DATA SUPPLIED START

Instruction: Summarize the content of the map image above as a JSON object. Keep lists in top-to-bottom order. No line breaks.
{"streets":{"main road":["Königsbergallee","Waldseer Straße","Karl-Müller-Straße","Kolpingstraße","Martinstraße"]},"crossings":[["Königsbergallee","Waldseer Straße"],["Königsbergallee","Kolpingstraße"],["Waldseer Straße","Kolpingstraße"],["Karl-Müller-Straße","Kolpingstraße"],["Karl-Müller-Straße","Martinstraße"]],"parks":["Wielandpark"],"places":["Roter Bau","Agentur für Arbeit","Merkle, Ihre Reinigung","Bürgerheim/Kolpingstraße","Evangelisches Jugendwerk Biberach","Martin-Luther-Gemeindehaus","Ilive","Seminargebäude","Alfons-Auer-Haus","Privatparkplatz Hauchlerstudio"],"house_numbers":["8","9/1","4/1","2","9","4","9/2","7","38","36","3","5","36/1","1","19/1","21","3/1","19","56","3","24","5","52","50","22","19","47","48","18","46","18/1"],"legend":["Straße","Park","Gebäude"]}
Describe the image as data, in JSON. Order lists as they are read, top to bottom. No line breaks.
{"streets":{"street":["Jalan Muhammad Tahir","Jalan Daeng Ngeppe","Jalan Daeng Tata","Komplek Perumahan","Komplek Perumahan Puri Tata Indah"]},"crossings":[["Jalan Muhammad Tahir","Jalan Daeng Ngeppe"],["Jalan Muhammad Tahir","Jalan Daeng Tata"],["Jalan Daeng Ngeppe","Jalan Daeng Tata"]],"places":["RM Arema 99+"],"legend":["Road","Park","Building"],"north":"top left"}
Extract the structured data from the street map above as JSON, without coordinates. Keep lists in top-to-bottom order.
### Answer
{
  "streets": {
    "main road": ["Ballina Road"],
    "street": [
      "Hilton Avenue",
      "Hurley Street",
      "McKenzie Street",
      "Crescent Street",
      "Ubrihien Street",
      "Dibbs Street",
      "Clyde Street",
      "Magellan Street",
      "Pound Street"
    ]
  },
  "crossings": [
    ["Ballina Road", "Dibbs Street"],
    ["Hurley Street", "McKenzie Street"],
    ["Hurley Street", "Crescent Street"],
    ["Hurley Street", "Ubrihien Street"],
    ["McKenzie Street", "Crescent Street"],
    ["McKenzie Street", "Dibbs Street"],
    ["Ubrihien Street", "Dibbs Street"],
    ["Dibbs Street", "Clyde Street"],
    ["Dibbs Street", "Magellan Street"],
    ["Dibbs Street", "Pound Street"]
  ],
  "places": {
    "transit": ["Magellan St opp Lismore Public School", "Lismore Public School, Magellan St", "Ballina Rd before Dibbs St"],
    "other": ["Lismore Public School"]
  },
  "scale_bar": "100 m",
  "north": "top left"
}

DATA SUPPLIED END

(EXERCISE GOAL) The lines above from the one with "Describe the image" through the one with "Extract the structured" are to be duplicated exactly, ends included, with nothing added.

(SOLUTION FOR THIS PROBLEM)
Describe the image as data, in JSON. Order lists as they are read, top to bottom. No line breaks.
{"streets":{"street":["Jalan Muhammad Tahir","Jalan Daeng Ngeppe","Jalan Daeng Tata","Komplek Perumahan","Komplek Perumahan Puri Tata Indah"]},"crossings":[["Jalan Muhammad Tahir","Jalan Daeng Ngeppe"],["Jalan Muhammad Tahir","Jalan Daeng Tata"],["Jalan Daeng Ngeppe","Jalan Daeng Tata"]],"places":["RM Arema 99+"],"legend":["Road","Park","Building"],"north":"top left"}
Extract the structured data from the street map above as JSON, without coordinates. Keep lists in top-to-bottom order.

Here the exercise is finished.